__Task objective__
Read through the entries below and return each line with the word "show".
::: Records for this exercise :::
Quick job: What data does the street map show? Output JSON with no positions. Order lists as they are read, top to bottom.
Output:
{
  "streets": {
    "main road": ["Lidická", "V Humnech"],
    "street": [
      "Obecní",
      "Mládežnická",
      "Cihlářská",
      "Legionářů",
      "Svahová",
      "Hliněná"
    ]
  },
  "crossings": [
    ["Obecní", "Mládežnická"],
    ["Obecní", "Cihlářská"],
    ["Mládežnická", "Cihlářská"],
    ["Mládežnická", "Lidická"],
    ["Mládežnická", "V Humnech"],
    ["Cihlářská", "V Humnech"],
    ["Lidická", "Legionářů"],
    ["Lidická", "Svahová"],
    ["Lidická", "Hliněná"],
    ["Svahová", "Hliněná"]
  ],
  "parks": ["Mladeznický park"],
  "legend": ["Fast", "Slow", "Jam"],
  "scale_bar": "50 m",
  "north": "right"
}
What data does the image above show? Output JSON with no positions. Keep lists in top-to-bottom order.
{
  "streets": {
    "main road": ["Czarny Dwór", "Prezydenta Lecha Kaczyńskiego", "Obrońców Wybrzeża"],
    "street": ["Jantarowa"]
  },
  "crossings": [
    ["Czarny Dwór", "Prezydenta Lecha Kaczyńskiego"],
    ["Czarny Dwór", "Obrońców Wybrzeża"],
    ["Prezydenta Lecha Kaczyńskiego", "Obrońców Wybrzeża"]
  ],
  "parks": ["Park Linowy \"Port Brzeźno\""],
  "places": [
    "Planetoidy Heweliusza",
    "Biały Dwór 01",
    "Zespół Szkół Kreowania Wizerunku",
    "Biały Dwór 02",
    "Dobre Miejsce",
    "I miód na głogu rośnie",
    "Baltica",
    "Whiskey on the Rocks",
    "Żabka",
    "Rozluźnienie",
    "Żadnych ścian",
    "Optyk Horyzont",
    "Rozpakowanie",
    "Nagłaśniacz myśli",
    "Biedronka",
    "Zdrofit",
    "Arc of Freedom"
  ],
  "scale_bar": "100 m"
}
:::
__Result of this task__
Quick job: What data does the street map show? Output JSON with no positions. Order lists as they are read, top to bottom.
What data does the image above show? Output JSON with no positions. Keep lists in top-to-bottom order.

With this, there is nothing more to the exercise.